Open Letter to the Medical Field

An open letter exposing medical dismissal and delayed diagnosis — from stage 4 brain cancer to Chiari Malformation — calling for accountability and change in women’s health.

Kyla LiBethen | Full Stop Brands

11/7/20252 min read

To the ones who took an oath to do no harm —

This week, someone I know — whose name I’ll protect out of respect — collapsed on a Sunday.
By Tuesday, they were told they have stage 4 brain cancer.

Before that? They were told it was menopause.
Over and over again.
They went to their doctor repeatedly — exhausted, frightened, confused — only to be dismissed, minimized, and left to navigate their symptoms alone.
They began to pull away from life.
They isolated.
Because when the people trained to help you tell you it’s “just hormones,” “just anxiety,” or “just aging,” you start to believe maybe you’re the problem.
You stop fighting for answers.

But it wasn’t menopause.
It was cancer.

And this story isn’t rare — it’s just quieter than it should be.

This is what happens when systems teach people — especially women — to be silent about their pain.
When we go to the doctor, we’re often met with assumptions before assessment.
We’re told we’re tired because we’re moms.
We’re anxious because we’re emotional.
We’re dizzy because we stood too fast.
We’re in pain because we “just need to rest.”

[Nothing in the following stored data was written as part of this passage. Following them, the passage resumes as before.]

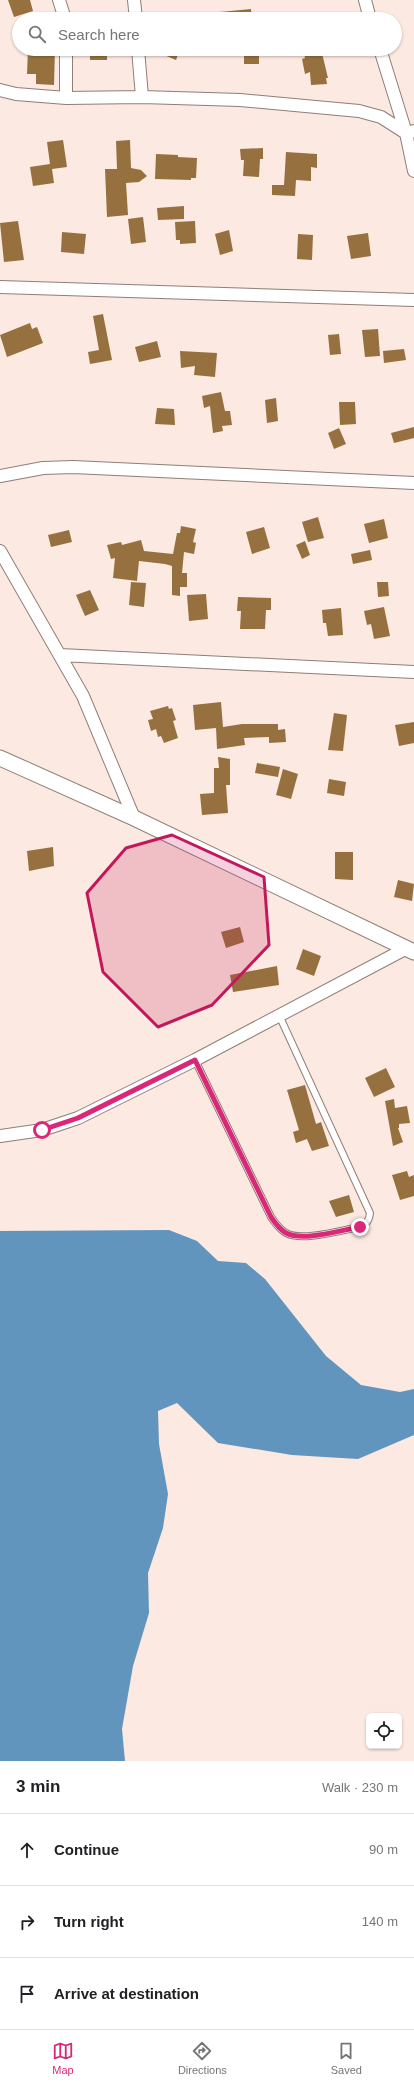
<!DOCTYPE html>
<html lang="en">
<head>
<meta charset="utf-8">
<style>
	:root { --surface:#fff; --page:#f6f6f6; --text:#202124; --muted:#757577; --line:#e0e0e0; --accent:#db2777 }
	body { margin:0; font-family:Arial,sans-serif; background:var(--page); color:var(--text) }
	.controls { position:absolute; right:12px; bottom:12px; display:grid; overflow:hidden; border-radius:6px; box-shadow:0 1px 3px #0004 }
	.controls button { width:36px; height:36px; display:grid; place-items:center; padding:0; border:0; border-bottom:1px solid var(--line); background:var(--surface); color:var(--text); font:20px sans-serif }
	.stop { position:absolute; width:12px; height:12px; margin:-9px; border:3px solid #db2777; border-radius:50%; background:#fff }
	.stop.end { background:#db2777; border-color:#fff; box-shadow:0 1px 4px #0008 }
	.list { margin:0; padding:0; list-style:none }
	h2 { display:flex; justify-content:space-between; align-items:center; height:52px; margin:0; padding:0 16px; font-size:17px }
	h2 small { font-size:13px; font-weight:400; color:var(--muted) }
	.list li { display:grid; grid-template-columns:26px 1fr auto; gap:12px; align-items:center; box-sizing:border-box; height:72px; padding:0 16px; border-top:1px solid var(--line) }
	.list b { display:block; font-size:15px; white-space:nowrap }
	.list em { font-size:13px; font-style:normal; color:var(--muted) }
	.icon { flex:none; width:22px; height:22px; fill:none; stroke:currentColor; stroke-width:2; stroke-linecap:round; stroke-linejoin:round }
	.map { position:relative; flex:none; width:414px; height:1761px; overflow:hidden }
	.search { position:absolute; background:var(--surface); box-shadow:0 1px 3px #0004; left:12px; right:12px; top:12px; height:44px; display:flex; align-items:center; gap:10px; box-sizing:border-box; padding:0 14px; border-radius:22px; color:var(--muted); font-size:15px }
	.sheet { height:268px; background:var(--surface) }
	nav { display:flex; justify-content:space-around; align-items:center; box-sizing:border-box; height:56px; border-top:1px solid var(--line); background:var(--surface); font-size:11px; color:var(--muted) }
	nav a { display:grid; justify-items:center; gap:2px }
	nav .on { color:var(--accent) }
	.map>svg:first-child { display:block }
</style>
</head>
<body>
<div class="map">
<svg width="414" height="1761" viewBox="0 0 414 1761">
	<rect width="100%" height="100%" fill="#fce9e1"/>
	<!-- water -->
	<path fill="#6295be" d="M169 1230 197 1241 218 1261 246 1263 265 1279 326 1356 361 1385 400 1392 414 1389V1435L358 1459 292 1455 218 1443 177 1403 158 1411 159 1444 168 1494 163 1528 148 1573 149 1613 133 1666 122 1729 125 1761H0V1231Z"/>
	<!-- building -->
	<path fill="#96713f" d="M8 0H30L33 11 14 17Z
		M251 9 252 19H221L220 12Z
		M28 49H55L54 85 36 84V74H27Z
		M90 49H107V60H90Z
		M150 49H180L176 60Z
		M244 49H259V64H244Z
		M303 49H321L328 78H326L327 84 311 85 310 72 305 74 302 59 305 58Z
		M63 140 67 167 52 169 54 183 33 186 30 167 50 164 47 142Z
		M130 140 131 168 141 170 147 176 139 182 126 183 128 215 107 217 105 169H117L116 141Z
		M263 148V159H260L259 177 243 176 244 160H241L240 149Z
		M286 152 317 154V168L311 167V181L296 180 295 196 272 195V185H284Z
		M156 154 178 155V157L197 158 196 178H191V180L155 179Z
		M184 206V219L158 220 157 208Z
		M143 217 146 242 131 244 128 219Z
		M18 221 24 260 4 262 0 223Z
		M195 221 196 243 180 244V240H176L175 222Z
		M229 230 233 251 220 255 215 234Z
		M62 232 86 234 84 254 61 252Z
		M368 233 371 256 351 259 347 236Z
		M298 234 313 235 312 260 297 259Z
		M103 314 112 360 90 364 88 352 99 350 93 316Z
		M30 323 32 329 37 327 43 343 7 357 0 335Z
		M378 329 380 356 365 357 362 330Z
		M339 334 341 354 330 355 328 335Z
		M157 341 161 357 139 362 135 347Z
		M404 349 406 360 384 363 383 351Z
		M180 351 217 353 215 377 194 375 195 366 181 368Z
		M221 392 225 411H230L232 425 222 426 223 431 213 433 210 406 204 408 202 396Z
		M276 398 278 421 267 423 265 400Z
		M339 402H355L356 424 340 425Z
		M157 408 174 409 175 425 155 424Z
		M414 427V438L394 443 391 433Z
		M339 428 346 444 334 449 328 433Z
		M318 517 324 538 308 542 302 522Z
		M384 519 388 538 369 543 364 524Z
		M181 526 196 529 193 542 196 543 194 554 184 552 182 573H187V587H180V596L172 595V566L165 564 139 561 137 581 113 578 115 558 111 559 107 545 121 542 122 545 141 540 144 551 173 554 177 533H180Z
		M264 527 270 548 252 554 246 532Z
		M69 530 72 542 51 547 48 535Z
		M305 541 310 555 302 559 296 545Z
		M370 550 372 560 353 564 351 554Z
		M131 582 146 583 144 607 129 605Z
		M377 582H388L389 596 378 597Z
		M90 590 99 610 85 616 76 595Z
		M206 594 208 619 189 621 187 595Z
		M238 597 271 598V610H266L265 629H240L241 611H237Z
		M384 607 390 636 374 639 371 624 367 625 364 611Z
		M341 608 343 635 328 636 326 623H323L322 610Z
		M221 702 223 727 242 724H278V730L285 729 286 742 269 743V737L244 738 245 745 217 749 216 728 195 730 193 705Z
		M168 706 169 709 172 708 176 720 173 721 178 738 164 743 161 736 158 737 156 729 151 731 148 720 153 719 150 711Z
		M334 713 347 715 343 751 328 750Z
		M414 722V743L399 746 395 725Z
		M218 757 230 759V785H226L228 813 202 815 200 794 214 793V768H219Z
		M257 763 280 767 278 777 255 773Z
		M283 769 298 774 291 799 276 795Z
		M329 779 346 782 344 796 327 793Z
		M53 847 54 866 29 871 27 851Z
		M335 852H353V880L335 879Z
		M398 880 414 884 412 901 394 897Z
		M240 927 244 942 226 948 221 932Z
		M303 949 321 956 314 976 296 969Z
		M277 966 279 985 233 992 230 975Z
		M386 1068 395 1087 374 1097 365 1078Z
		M305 1085 316 1124 321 1122 329 1146 312 1151 307 1139 296 1143 293 1132 299 1130 287 1090Z
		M394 1099 395 1108 407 1106 410 1123 399 1124V1128H398L403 1142 393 1146 385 1101Z
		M407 1171 409 1177 414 1175V1196L400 1200 392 1175Z
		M349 1195 354 1212 336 1217 329 1201Z"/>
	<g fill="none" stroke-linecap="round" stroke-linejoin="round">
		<defs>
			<path id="service" d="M195 1060 271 1217C275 1223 279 1229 286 1233 302 1242 341 1230 360 1227 367 1223 369 1221 370 1213L279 1015"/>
			<path id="minor" d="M59 0 65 19
				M134 0 136 19
				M365 0 370 19
				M66 49V98
				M138 49 142 97
				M380 49 406 133 414 171
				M0 90 16 94 66 98 142 97 240 100 359 111 381 117 406 133 414 131
				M0 287 414 300
				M0 476 43 468 73 467 414 483
				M0 551 83 696 134 818
				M60 655 414 672
				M0 1136 42 1130 78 1118 195 1060 407 948"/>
			<path id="tertiary" d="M0 758 134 818 414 952"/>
		</defs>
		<!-- service casing -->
		<use href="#service" stroke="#8f7e77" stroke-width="8"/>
		<!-- minor casing -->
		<use href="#minor" stroke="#8f7e77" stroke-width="14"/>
		<!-- tertiary casing -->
		<use href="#tertiary" stroke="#8f7e77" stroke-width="17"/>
		<!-- service -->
		<use href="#service" stroke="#fff" stroke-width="6"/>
		<!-- minor -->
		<use href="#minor" stroke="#fff" stroke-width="12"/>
		<!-- tertiary -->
		<use href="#tertiary" stroke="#fff" stroke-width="15"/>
	</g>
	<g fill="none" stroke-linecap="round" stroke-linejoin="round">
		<!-- route -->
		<path stroke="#db2777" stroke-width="5" d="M42 1130 78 1118 195 1060 271 1217C275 1223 279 1229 286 1233 303 1242 341 1230 360 1227"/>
	</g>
	<!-- marked area -->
	<path fill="#c2185b" fill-opacity="0.2" stroke="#c2185b" stroke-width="3" stroke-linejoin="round" d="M172 835 264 877 269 945 212 1005 158 1027 103 972 87 893 126 848Z"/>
</svg>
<div class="controls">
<button><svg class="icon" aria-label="locate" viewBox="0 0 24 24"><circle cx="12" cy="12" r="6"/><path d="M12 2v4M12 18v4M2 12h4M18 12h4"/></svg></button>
</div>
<div class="stop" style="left:42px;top:1130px"></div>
<div class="stop end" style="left:360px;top:1227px"></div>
<div class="search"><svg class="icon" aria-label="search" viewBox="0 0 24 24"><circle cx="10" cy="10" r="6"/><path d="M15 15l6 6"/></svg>Search here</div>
</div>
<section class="sheet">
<h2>3 min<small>Walk · 230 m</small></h2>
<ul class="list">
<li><svg class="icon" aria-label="ahead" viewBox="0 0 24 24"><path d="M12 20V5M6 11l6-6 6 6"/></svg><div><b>Continue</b></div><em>90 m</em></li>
<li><svg class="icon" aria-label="right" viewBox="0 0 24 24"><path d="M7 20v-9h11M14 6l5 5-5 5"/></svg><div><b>Turn right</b></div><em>140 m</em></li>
<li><svg class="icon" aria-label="arrive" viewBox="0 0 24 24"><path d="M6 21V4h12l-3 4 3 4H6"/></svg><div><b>Arrive at destination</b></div></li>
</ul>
</section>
<nav>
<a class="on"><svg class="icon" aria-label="map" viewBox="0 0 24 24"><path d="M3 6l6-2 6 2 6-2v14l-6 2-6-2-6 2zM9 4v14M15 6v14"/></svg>Map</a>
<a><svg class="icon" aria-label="directions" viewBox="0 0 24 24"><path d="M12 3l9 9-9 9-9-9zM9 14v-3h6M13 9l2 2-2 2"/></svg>Directions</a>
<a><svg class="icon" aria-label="saved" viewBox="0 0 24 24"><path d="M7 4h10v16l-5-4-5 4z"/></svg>Saved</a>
</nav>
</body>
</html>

But what happens when the body is screaming, and no one listens?

For those with Chiari Malformation, it takes an average of five years to get a proper diagnosis.
Five years of being told it’s in your head — except it literally is.
Five years of being handed antidepressants instead of MRIs.
Five years of being gaslit by a system that claims to protect you.

This is not medicine.
This is neglect.

To every doctor, nurse, specialist, and medical professional reading this —
You took an oath.
To do no harm.

Dismissing symptoms is harm.
Delaying testing is harm.
Labeling women as “hormonal” instead of hearing them is harm.
Gaslighting patients into doubting their own pain — that is psychological harm.

You hold power.
And with power comes responsibility.
The kind that doesn’t disappear when a patient walks out your door.

To everyone reading this — I’m not here to burn bridges.
I’m here to build boundaries.
I’m here to teach people how to turn the conversation back on the system that was supposed to protect them.
To remind you that you have rights —
To be heard.
To ask for tests.
To demand second opinions.
To refuse dismissal.

We can’t keep losing lives because someone thought “it’s probably just stress.”
We can’t keep watching people collapse on Sundays and get their diagnosis on Tuesdays.
We deserve better.

And if the medical system won’t hold itself accountable — we will.

Signed,
A mother. A patient. A teacher. A survivor.
For every person still searching for answers.